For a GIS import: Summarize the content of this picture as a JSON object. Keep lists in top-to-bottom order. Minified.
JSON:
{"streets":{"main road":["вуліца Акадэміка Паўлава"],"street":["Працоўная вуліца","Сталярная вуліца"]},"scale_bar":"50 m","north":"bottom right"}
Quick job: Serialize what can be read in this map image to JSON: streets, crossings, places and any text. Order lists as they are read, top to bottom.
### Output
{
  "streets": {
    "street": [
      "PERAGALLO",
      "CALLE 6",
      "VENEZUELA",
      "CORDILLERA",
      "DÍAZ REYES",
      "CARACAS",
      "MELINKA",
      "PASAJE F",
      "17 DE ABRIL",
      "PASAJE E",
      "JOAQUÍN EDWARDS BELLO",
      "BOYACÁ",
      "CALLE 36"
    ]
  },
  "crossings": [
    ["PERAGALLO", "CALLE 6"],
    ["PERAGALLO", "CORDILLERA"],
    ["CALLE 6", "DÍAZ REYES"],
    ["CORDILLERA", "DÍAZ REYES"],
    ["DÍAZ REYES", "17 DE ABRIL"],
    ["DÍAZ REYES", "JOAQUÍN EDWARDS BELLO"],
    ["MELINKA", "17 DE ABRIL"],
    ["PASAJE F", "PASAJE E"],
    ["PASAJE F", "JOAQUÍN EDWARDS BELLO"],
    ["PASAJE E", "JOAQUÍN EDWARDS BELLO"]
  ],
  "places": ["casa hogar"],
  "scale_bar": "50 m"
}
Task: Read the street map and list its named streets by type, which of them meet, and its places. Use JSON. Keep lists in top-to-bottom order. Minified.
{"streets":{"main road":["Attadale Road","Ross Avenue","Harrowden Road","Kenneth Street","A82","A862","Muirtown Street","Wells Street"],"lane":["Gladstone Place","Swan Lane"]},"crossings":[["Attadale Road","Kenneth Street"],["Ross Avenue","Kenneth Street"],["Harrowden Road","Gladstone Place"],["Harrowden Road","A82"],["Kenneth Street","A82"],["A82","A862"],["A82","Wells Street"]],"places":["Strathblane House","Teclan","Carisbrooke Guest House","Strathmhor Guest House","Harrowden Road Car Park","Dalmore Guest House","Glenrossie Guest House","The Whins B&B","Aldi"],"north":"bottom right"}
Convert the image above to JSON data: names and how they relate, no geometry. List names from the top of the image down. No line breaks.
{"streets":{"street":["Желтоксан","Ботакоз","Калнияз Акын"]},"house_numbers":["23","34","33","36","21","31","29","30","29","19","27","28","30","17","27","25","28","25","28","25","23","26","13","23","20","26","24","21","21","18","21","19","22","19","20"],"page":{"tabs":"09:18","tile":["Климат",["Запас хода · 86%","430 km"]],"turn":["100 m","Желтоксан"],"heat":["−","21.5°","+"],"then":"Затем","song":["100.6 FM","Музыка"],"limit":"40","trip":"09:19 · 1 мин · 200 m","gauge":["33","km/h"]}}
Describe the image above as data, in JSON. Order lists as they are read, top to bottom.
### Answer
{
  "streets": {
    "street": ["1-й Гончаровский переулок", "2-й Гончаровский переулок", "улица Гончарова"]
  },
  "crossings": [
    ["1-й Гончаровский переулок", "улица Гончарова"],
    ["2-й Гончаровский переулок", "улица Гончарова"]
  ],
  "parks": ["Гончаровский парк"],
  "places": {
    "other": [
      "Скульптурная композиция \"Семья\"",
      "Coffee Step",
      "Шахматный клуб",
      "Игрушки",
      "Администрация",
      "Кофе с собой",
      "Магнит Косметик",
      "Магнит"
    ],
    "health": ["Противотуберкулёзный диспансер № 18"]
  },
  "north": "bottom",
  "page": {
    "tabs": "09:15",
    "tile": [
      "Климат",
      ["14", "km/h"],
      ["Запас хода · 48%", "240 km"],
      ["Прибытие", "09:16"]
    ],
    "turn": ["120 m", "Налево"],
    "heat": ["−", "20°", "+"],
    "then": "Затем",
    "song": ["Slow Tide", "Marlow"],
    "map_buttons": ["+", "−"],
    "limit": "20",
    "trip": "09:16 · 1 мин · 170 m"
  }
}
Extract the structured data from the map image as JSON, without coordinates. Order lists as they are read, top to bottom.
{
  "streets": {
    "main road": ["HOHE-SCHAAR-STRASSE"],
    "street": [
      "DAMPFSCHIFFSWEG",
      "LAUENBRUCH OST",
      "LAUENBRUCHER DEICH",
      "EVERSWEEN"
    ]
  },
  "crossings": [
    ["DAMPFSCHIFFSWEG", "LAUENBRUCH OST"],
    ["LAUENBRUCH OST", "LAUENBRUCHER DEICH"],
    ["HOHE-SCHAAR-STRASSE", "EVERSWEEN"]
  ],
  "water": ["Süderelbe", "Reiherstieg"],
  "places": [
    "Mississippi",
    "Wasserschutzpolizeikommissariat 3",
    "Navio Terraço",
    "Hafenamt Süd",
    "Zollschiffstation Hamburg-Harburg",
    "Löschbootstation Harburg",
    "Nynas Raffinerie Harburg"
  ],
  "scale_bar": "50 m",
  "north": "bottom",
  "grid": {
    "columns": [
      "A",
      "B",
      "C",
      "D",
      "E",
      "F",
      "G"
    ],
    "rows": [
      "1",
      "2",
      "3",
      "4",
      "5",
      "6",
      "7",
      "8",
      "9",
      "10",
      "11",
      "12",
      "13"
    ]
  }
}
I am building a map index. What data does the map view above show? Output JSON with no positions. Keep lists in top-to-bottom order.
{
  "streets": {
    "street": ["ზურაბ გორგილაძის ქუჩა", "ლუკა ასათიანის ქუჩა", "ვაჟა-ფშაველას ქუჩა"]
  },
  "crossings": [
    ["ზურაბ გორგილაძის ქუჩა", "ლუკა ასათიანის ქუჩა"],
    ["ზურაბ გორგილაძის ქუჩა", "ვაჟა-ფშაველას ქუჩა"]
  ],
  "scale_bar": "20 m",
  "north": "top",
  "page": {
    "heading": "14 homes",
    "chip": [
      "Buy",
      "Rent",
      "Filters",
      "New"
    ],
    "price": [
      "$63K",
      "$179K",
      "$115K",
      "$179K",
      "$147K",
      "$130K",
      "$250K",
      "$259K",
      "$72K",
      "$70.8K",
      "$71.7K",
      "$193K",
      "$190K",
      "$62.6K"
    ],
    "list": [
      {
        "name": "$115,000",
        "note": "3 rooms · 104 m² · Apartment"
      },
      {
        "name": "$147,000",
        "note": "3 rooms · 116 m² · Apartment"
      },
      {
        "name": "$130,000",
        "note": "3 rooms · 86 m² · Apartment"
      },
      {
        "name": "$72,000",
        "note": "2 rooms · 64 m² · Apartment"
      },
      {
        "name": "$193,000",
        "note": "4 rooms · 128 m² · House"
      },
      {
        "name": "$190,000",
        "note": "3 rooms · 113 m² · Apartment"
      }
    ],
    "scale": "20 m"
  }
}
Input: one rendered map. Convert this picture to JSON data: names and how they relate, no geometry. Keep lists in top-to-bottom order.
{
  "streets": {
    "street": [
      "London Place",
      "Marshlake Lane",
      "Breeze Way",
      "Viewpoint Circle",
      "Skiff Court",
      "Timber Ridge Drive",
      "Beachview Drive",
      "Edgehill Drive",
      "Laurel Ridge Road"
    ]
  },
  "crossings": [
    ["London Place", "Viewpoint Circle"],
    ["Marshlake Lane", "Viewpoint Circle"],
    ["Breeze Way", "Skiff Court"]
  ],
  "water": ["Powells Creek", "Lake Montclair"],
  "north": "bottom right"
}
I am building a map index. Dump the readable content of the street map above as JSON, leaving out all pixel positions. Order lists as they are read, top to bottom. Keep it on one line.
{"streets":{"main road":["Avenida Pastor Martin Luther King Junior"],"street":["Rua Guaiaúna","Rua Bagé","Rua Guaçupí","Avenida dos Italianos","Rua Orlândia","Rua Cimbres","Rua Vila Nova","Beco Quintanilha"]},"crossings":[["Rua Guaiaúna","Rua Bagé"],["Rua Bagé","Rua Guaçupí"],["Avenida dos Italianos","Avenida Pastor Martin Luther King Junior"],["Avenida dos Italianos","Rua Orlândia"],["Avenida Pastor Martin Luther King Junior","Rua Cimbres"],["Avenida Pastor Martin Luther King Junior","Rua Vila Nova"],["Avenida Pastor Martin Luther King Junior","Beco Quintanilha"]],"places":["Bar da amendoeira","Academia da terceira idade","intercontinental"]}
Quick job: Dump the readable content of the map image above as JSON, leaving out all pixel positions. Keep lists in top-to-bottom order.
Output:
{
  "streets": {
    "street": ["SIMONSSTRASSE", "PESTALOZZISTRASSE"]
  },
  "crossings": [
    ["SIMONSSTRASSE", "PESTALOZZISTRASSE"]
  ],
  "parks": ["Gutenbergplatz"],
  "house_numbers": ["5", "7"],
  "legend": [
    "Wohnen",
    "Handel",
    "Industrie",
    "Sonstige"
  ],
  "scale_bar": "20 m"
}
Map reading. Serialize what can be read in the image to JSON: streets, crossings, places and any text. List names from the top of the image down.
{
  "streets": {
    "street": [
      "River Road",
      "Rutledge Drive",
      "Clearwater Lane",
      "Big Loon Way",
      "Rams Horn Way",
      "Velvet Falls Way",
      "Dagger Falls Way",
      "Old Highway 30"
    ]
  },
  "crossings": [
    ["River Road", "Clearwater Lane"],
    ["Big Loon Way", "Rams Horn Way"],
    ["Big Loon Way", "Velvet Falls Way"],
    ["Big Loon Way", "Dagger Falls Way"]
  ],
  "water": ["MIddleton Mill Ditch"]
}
━━━━━━━━━━━━━━━━
→ Try it:
What lines of the material above contain "Quick"? Return each of them.

→ Exercise solution:
Quick job: Serialize what can be read in this map image to JSON: streets, crossings, places and any text. Order lists as they are read, top to bottom.
Quick job: Dump the readable content of the map image above as JSON, leaving out all pixel positions. Keep lists in top-to-bottom order.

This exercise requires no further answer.